Something happened recently though that made me wonder if something has been lost. For the last year or two I have noticed "quality" changes in places I wasn't expecting them. High class square white plates at Nick's, Bulwinkle's closing, and Uncle Elizabeth's moving out of their trailer, etc. etc. Little bits and pieces of "grunge" were being scrubbed clean all over Bloomington. I have had a niggling sense of discomfort with many of these changes. Something about sitting in a pub with dirty pictures of Bob Knight on the wall, and eating a burger with carefully plated fries on a contemporary chef's plate felt very wrong.
I couldn't quite put my finger on what was bothering me about these changes in Bloomington until two things happened. Once Kilroy's on Kirkwood remodeled. My friends and I go there for lunch every Tuesday for $2 cheeseburger day. Before they remodeled the burgers were awful. I mean really terrible greasy obviously pre-frozen patties, and we loved them. Food isn't just about being gourmet. Food is about a social experience and on some level it was really nice to go sit down and eat something and revel in how much you really shouldn't necessarily enjoy it. A little junk every now and then is surprisingly good for the soul. I allow myself so little that a trashy local cheeseburger once a week seemed a healthy portioned amount. When we walked back into Kilroy's after the renovation happened it felt terribly awkward. The restaurant was filled with stools out of a Target contemporary collection. The servers were all still wearing their frat shirts, and the culture of the employees had obviously not changed.
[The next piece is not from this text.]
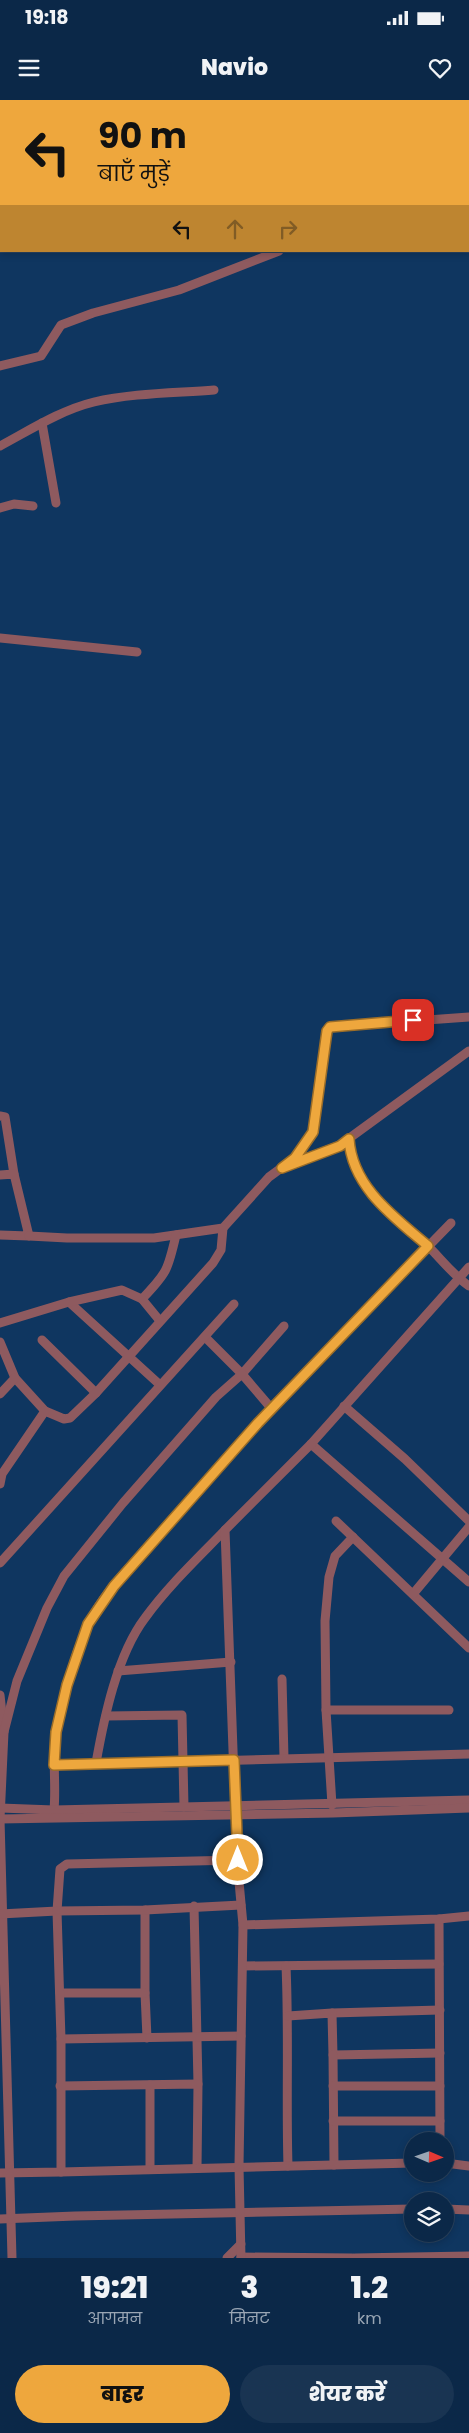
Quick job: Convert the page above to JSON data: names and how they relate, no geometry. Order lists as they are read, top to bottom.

Everyone seemed a bit disoriented by the changes. The food was definitely improved, and still had that pub grub flair, but it came on much nicer plates, and everything felt like it was trying desperately to be upscale, but no one there knew how to be upscale.
A few weeks after Kilroy's remodel my partners and I went to San Francisco for a week on vacation. We crashed in a friend's guest room and spent the week tooling around night clubs, and making a point of never going to the same restaurant twice. The food was amazing, and the experience was uplifting. Two restaurants stand out in my mind as being leagues above the rest. They were both in a Latin neighborhood maybe 7 blocks east of our friend's house. (San Francisco the land of micro climates, for weather and culture). This neighborhood was off the tourist trap trail, and it was obvious. The first place we hit there was a taco and burrito restaurant our friend was fond of. We walked the 15 some block to get there, got in line and ordered our food. The place was kind of dark, everyone was exceptionally abrupt, because let me tell you they had a line to get through. Nothing felt dirty really, but there was no attempt to maintain any kind of fake aesthetic clean either. The tables were worn, the kitchen, which you could see all of had a thick layer of age lining the walls. It was a layer that only great greasy spoons can develop. After navigating a posted menu that really required just a little bit of Spanish to really get through we placed our orders and waited outside for our food to be ready. We drank home made horchata out of generic soft drink cups and I awoke to whole new understanding of rice and cinnamon as a result. When I bit into my burrito it oozed seasoned grease. The kind of thick yellow red grease that can only come from authentic Mexican kitchens. Normally such a display would turn my stomach, but I didn't notice till the bite of burrito was in my mouth and by then it was all over. I was a convert, and the evidence dripping down my hand of the coronary I was going to suffer because of this meal couldn't even begin to dissuade me from finishing what I had started. I was in heaven.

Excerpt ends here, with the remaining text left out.